CCMS cases are usually referred to Montfort Care by AIC’s CCMS and Community Networks for Seniors (CNS) teams. In the case of Mdm Lim, Montfort Care’s social worker, Edwin Soh, shared that he and his CCMS team helped the elderly couple to navigate and access the varied care options and support services. Beyond healthcare needs, Edwin recognised that Mdm Lim has been experiencing caregiver stress. He made himself contactable to ease her worries and build trust between them.

Edwin said that while care services have always been available for Mdm Lim and her husband, they had no knowledge of the services. This is why CCMS is such a vital programme, and why the CCMS team must understand their clients’ full situation to help them get the right services.

“Given that we engage the client and family very closely, we usually have a better understanding of their needs and family dynamics. As such, we advocate the family’s needs where necessary. This allows us to work with the service providers to coordinate timely services for the family’s needs.”

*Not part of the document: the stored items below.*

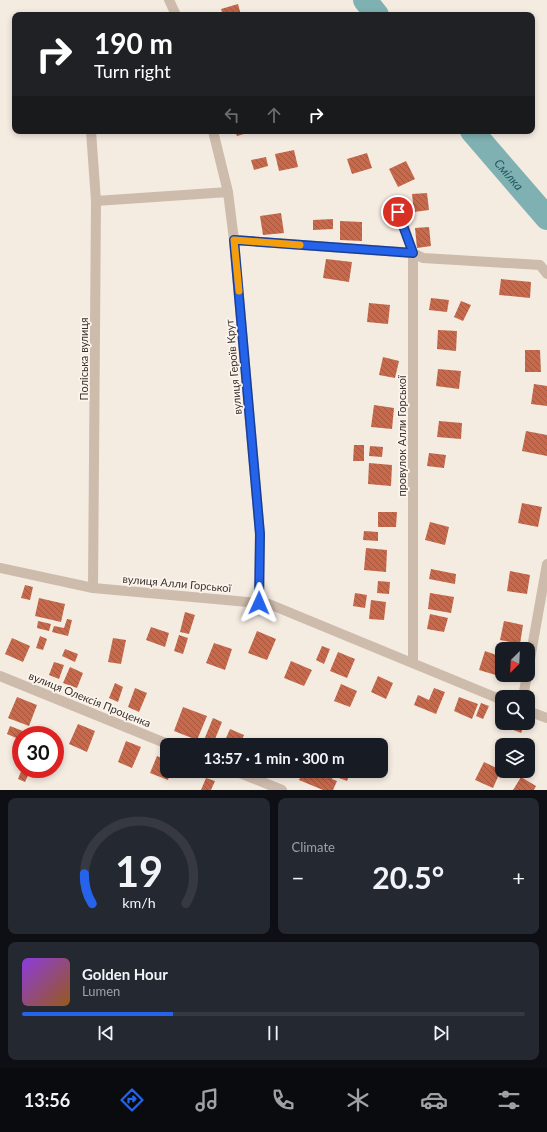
<!DOCTYPE html>
<meta charset="utf-8">
<style>
body{margin:0;font-family:Lato,sans-serif;background:#242831;color:#f1f3f6;height:100vh;display:flex;flex-direction:column;font-size:15px;white-space:nowrap}
*{box-sizing:border-box;margin:0}
p{font-size:13px;color:#9ea1a6}
.icon{flex:none;width:22px;height:22px;fill:none;stroke:currentColor;stroke-width:2;stroke-linecap:round;stroke-linejoin:round}
.map{position:relative;height:790px;overflow:hidden}
.side{display:flex;flex-direction:column;gap:8px;padding:8px;background:#0d0f14;flex:1}
.side>*{flex:none}
.top-card{position:absolute;left:12px;top:12px;width:523px;height:122px;border-radius:8px;box-shadow:0 2px 6px #0003;background:#202124;color:#fff;overflow:hidden}
.needle{width:26px;rotate:204deg}
.controls{position:absolute;left:495px;top:642px;display:grid;gap:8px}
.controls a{display:grid;place-items:center;width:40px;height:40px;border-radius:8px;background:#171b24;box-shadow:0 2px 6px #0003;font-size:20px}
.speed{position:absolute;left:12px;top:726px;display:flex;gap:8px;font-size:20px;font-weight:700;text-align:center}
.speed>*{display:grid;place-content:center;width:52px;height:52px;border-radius:50%;background:#171b24;box-shadow:0 2px 6px #0003;line-height:1}
.speed .limit{border:6px solid #d22;background:#fff;color:#111}
.pin{position:absolute;display:grid;place-items:center;width:34px;height:34px;color:#fff;margin:-17px;border:2px solid #fff;border-radius:50%;box-shadow:0 1px 4px #0007}
.me{position:absolute;width:44px;margin:-22px;rotate:1deg;stroke-linejoin:round;filter:drop-shadow(0 0 3px #0008)}
.turn{display:flex;align-items:center;gap:14px;height:84px;padding:0 16px;font-size:18px}
.turn .icon{width:52px;height:52px;stroke-width:2.5}
.turn b{display:block;font-size:28px;line-height:34px}
.lanes{display:flex;align-items:center;height:38px;padding:0 16px;background:#0003;justify-content:center;gap:20px;direction:ltr}
.lanes .off{opacity:.35}
.big{font-size:30px;font-weight:700;line-height:1.1}
.side .widget{flex:1;display:flex;flex-direction:column;justify-content:center;gap:6px;min-width:0;padding:0 14px;border-radius:8px;background:#242831}
.side .dial{align-items:center;gap:0}
.dial svg{height:104px;overflow:visible;fill:none;stroke:#363941;stroke-width:7;stroke-linecap:round;text-anchor:middle}
.dial text{fill:#f1f3f6;stroke:none}
.song{display:flex;align-items:center;gap:12px}
.cover{width:48px;height:48px;border-radius:6px;background:linear-gradient(135deg,hsl(270 70% 55%),hsl(30 70% 35%))}
.played{height:4px;border-radius:2px;background:linear-gradient(90deg,#2563eb 30%,#363941 30%)}
.keys{display:flex;justify-content:space-around;direction:ltr}
.heat{display:flex;justify-content:space-between;align-items:center;font-size:22px;direction:ltr}
.side .tiles{flex:1;display:grid;gap:8px;grid-template-columns:1fr 1fr}
.widget:last-child{grid-column:span 2}
.trip{position:absolute;left:160px;top:738px;width:228px;height:40px;border-radius:8px;background:#171b24;box-shadow:0 2px 6px #0003;font-weight:700;line-height:40px;text-align:center}
.tab-bar{display:flex;height:64px;justify-content:space-around;align-items:center;background:#090b0e;color:#9ea1a6}
.tab-bar .icon{width:28px;height:28px}
.tab-bar .current{color:#2563eb}
.tab-bar b{font-size:18px;color:#f1f3f6}
.map>svg:first-child{display:block}
.lines{fill:none;stroke-linecap:round;stroke-linejoin:round}
.river{stroke:#7fb0b2;stroke-width:24}
.building{fill:url(#building-back-hatch)}
.minor{stroke:#cdbbac;stroke-width:10}
.route-casing{stroke:#184099;stroke-width:10}
.route{stroke:#2563eb;stroke-width:7}
.slow{stroke:#f59e0b;stroke-width:7}
.labels{text-anchor:middle;dominant-baseline:central;stroke-width:3.5;stroke-linejoin:round;paint-order:stroke}
.street-label{font-size:11px;fill:#3b302b;stroke:#fbf5ee}
.water-label{font-size:12px;font-style:italic;fill:#1f5a5e;stroke:#fbf5ee}
</style>
<div class="map">
<svg width="547" height="790" viewBox="0 0 547 790">
<defs>
<pattern id="building-back-hatch" width="6" height="6" patternUnits="userSpaceOnUse"><rect width="6" height="6" fill="#c8694b"/><path d="M-1 5l2 2M0 0l6 6M5-1l2 2" fill="none" stroke="#a4573f"/></pattern>
</defs>
<rect width="100%" height="100%" fill="#f4ebe1"/>
<g class="lines">
<g class="river">
<path d="M365,0L377,15"/>
<path id="s1" d="M472,131L547,218"/>
</g>
</g>
<path class="building" d="M238,4L241,15H223L221,9Z
M235,131H254L237,136Z
M294,150L298,167L279,171L275,154Z
M367,153L372,168L352,174L347,159Z
M266,157L268,166L254,170L251,160Z
M406,161L415,179L398,187L389,169Z
M427,193L429,210L414,212L412,194Z
M281,213L284,233L263,235L260,216Z
M333,219V229L313,230V220Z
M340,221L362,222V241L340,240Z
M429,227L431,246L417,248L415,228Z
M326,259L352,262L349,282L323,278Z
M501,279L531,282L530,298L499,295Z
M431,298L449,300L447,312L429,310Z
M461,301L471,305L463,321L454,317Z
M369,303L390,305L388,324L367,322Z
M438,330L457,331L456,351L437,349Z
M525,350H540L541,372H525Z
M383,357L399,361L395,378L379,375Z
M438,369L461,371L459,389L436,386Z
M534,384L547,386V406L531,404Z
M374,405L394,408L392,429L371,427Z
M439,421L462,423L461,439L437,437Z
M526,431L547,435V456L522,451Z
M354,445H364V461H353Z
M370,446L383,447L382,457L369,456Z
M429,453L446,455L444,468L427,466Z
M369,463L392,465L391,486L368,484Z
M522,503L542,507L538,527L518,523Z
M378,512H397L396,527H378Z
M430,522L449,527L445,545L425,540Z
M364,531L378,532V541L363,540Z
M366,548L387,550L386,572L364,570Z
M431,569L456,574L455,584L429,579Z
M510,571L530,575L527,594L507,591Z
M378,581L390,582L389,594L377,593Z
M25,585L33,587L30,600L21,598Z
M355,593L367,595L365,608L353,606Z
M430,593L454,597L451,613L428,609Z
M39,598L65,604L61,622L35,616Z
M371,600L386,602L384,620L369,619Z
M185,612L195,615L189,634L180,632Z
M430,614L448,618L444,632L427,629Z
M67,619L72,620L68,636L52,632L54,626L64,628Z
M38,621L51,624L49,631L37,628Z
M504,621L523,625L520,644L500,640Z
M151,627L169,633L165,647L146,640Z
M257,631L276,639L267,660L248,653Z
M179,635L188,638L183,654L174,651Z
M40,636L47,639L43,650L36,648Z
M12,638L30,646L23,662L5,654Z
M113,638L126,640L121,664L108,662Z
M214,643L232,649L225,670L206,663Z
M322,646L330,649L324,664L316,660Z
M65,649L78,654L75,662L62,656Z
M485,651L502,657V668L499,676L479,670Z
M338,652L355,659L347,678L330,671Z
M291,661L312,670L304,686L284,678Z
M54,662L64,665L59,679L49,675Z
M70,667L83,673L77,688L63,683Z
M378,676L393,683L386,699L371,692Z
M115,683L123,687L118,702L109,698Z
M341,684L357,691L350,707L334,701Z
M135,688L147,693L139,712L128,707Z
M434,688L445,692L436,714L414,705L418,695L429,700Z
M17,697L37,705L29,726L8,718Z
M459,697L478,704L472,719L454,711Z
M481,703L489,706L483,719L476,716Z
M183,707L207,716L197,740L174,731Z
M213,718L222,722L213,744L204,740Z
M505,723H525L521,733L504,726Z
M78,724L95,731L87,752L69,744Z
M10,726L33,735H21V740L7,734Z
M230,729L244,735L240,745H223Z
M126,741L141,747L132,768L118,762Z
M157,756L167,760V771H171L168,780L150,773Z
M484,762L501,770L493,788L475,780Z
M22,769H31L25,782L18,779Z
M303,771H330L334,773L332,779L337,781L333,790H323L299,780Z
M341,771H351L347,781L339,778Z
M521,777L536,786L534,790H513Z
M206,778L215,781L211,790H201Z"/>
<g class="lines">
<path class="minor" d="M169,0L176,15
M91,131L96,201L93,588
M213,131L228,192L234,240L260,534L259,603
M96,201L228,192
M399,212L413,253V663
M234,240L413,253L423,258L540,265L547,274
M0,568L93,588L269,604L502,700
M528,670L547,564
M0,676L170,745
M523,697L527,675
M528,711L547,718
M235,771L282,790"/>
</g>
<g class="lines">
<defs>
<path id="route" d="M259,603L260,534L234,240L413,253L398,212"/>
</defs>
<use href="#route" class="route-casing"/>
<use href="#route" class="route"/>
<path class="slow" d="M239,291L234,240L300,245"/>
</g>
<g class="labels">
<g class="street-label">
<text transform="translate(83 359) rotate(-90)">Поліська вулиця</text>
<text transform="translate(233 367) rotate(-95)">вулиця Героїв Крут</text>
<text transform="translate(401 436) rotate(-90)">провулок Алли Горської</text>
<text transform="translate(177 583) rotate(5)">вулиця Алли Горської</text>
<text transform="translate(90 699) rotate(22)">вулиця Олексія Проценка</text>
</g>
<g class="water-label">
<text stroke="none"><textPath href="#s1" startOffset="57">Смілка</textPath></text>
</g>
</g>
</svg>
<div class="controls">
<a><svg class="needle" viewBox="-14 -14 28 28"><path d="M0-13l5 13h-10z" fill="#e53935"/><path d="M0 13l5-13h-10z" fill="#9ea1a6"/></svg></a>
<a><svg class="icon" aria-label="search" viewBox="0 0 24 24"><circle cx="10" cy="10" r="6"/><path d="M15 15l6 6"/></svg></a>
<a><svg class="icon" aria-label="layers" viewBox="0 0 24 24"><path d="M12 4l9 5-9 5-9-5zM3 14l9 5 9-5"/></svg></a>
</div>
<div class="speed"><div class="limit">30</div></div>
<div class="pin" style="left:398px;top:212px;background:#d93025"><svg class="icon" aria-label="arrive" viewBox="0 0 24 24"><path d="M6 21V4h12l-3 4 3 4H6"/></svg></div>
<svg class="me" style="left:259px;top:603px" viewBox="-20 -20 40 40"><path d="M0-17L14 15 0 8-14 15z" fill="#2563eb" stroke="#fff" stroke-width="4"/></svg>
<div class="trip">13:57 · 1 min · 300 m</div>
<div class="top-card">
<div class="turn"><svg class="icon" aria-label="right" viewBox="0 0 24 24"><path d="M7 20v-9h11M14 6l5 5-5 5"/></svg><div><b>190 m</b>Turn right</div></div>
<div class="lanes"><svg class="icon off" aria-label="left" viewBox="0 0 24 24"><path d="M17 20v-9H6M10 6l-5 5 5 5"/></svg><svg class="icon off" aria-label="ahead" viewBox="0 0 24 24"><path d="M12 20V5M6 11l6-6 6 6"/></svg><svg class="icon" aria-label="right" viewBox="0 0 24 24"><path d="M7 20v-9h11M14 6l5 5-5 5"/></svg></div>
</div>
</div>
<section class="side">
<div class="tiles">
<div class="widget dial"><svg viewBox="0 0 100 80">
<path d="M14 69A42 42 0 1 1 86 69"/>
<path d="M14 69A42 42 0 0 1 8 46" stroke="#2563eb"/>
<text x="50" y="56" font-size="32" font-weight="700">19</text>
<text x="50" y="72" font-size="11">km/h</text>
</svg></div>
<div class="widget"><p>Climate</p>
<div class="heat"><a>−</a><b class="big">20.5°</b><a>+</a></div>
</div>
<div class="widget">
<div class="song"><i class="cover"></i><div><b>Golden Hour</b><p>Lumen</p></div></div>
<div class="played"></div>
<div class="keys"><svg class="icon" aria-label="previous" viewBox="0 0 24 24"><path d="M18 5L8 12l10 7zM5 5v14"/></svg><svg class="icon" aria-label="pause" viewBox="0 0 24 24"><path d="M8 5v14M16 5v14"/></svg><svg class="icon" aria-label="next" viewBox="0 0 24 24"><path d="M6 5l10 7-10 7zM19 5v14"/></svg></div>
</div>
</div>
</section>
<nav class="tab-bar">
<b>13:56</b>
<svg class="icon current" aria-label="directions" viewBox="0 0 24 24"><path d="M12 3l9 9-9 9-9-9zM9 14v-3h6M13 9l2 2-2 2"/></svg>
<svg class="icon" aria-label="music" viewBox="0 0 24 24"><path d="M9 18V5l10-2v13"/><circle cx="6" cy="18" r="3"/><circle cx="16" cy="16" r="3"/></svg>
<svg class="icon" aria-label="phone" viewBox="0 0 24 24"><path d="M5 4h4l2 5-3 2q2 4 5 5l2-3 5 2v4C11 20 4 13 5 4z"/></svg>
<svg class="icon" aria-label="climate" viewBox="0 0 24 24"><path d="M12 3v18M4 7l16 10M4 17L20 7"/></svg>
<svg class="icon" aria-label="car" viewBox="0 0 24 24"><path d="M5 17H2v-5l4-1 3-4h7l3 4 3 1v5h-3M9 17h6M6 11h13"/><circle cx="7" cy="17" r="2"/><circle cx="17" cy="17" r="2"/></svg>
<svg class="icon" aria-label="filters" viewBox="0 0 24 24"><path d="M4 7h16M4 17h16"/><circle cx="9" cy="7" r="2"/><circle cx="15" cy="17" r="2"/></svg>
</nav>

Fei Yue Community Services – A collaborative approach to care

The Fei Yue team. From left: Cindy Tee, Catherine Heng and Alvin Lee

Fei Yue’s area of coverage:

Holland Bukit-Timah GRC, Yew Tee-Marsiling GRC, Choa Chu Kang GRC

Catherine Heng, who was a Home Care Nurse in a restructured hospital before she joined the Fei Yue’s CCMS team, said the service is a collaborative effort between various sources, such as AIC, CNS and hospitals.

The team makes sure that the clients referred to them are assessed based on their background information and their current conditions or issues. “We would also do a background check to verify if the senior already had other formal services in place so that there will not be duplication of services and we seek to collaborate with other community partners who might already be acquainted with the senior,” said Catherine.

As a trained nurse, she helps her clients monitor their blood pressure, measures blood glucose (for those with diabetes) and assists them in managing their medication. She often meets clients who do not comply with their treatment plan. As part of the CCMS team, Catherine would try to understand why these clients do not heed their doctors’ advice – which could be due to discouragement or setbacks from long-term illnesses or medication misconceptions.

Catherine also helps to link various service providers to clients when the situation calls for it. When one of her clients’ progressive lung condition began to worsen, she engaged the Social Service Offices financial assistance, called upon the Southwest CDC and Red Cross Ambulance for transportation needs, and worked with St Luke's Hospital for home personal care.

Catherine shared that her client progressed from an independent way of life to becoming home-bound and reliant on a long-term oxygen therapy machine. However, the older lady’s spirit never wavered. She has inspired Catherine and her team to continue this important work.

“My client has always kept a positive outlook towards life and made the most out of her situation to the best of her ability. Her zest for life has definitely influenced me to learn to look for the good in every situation.”

*Names have been changed to protect the privacy of individuals.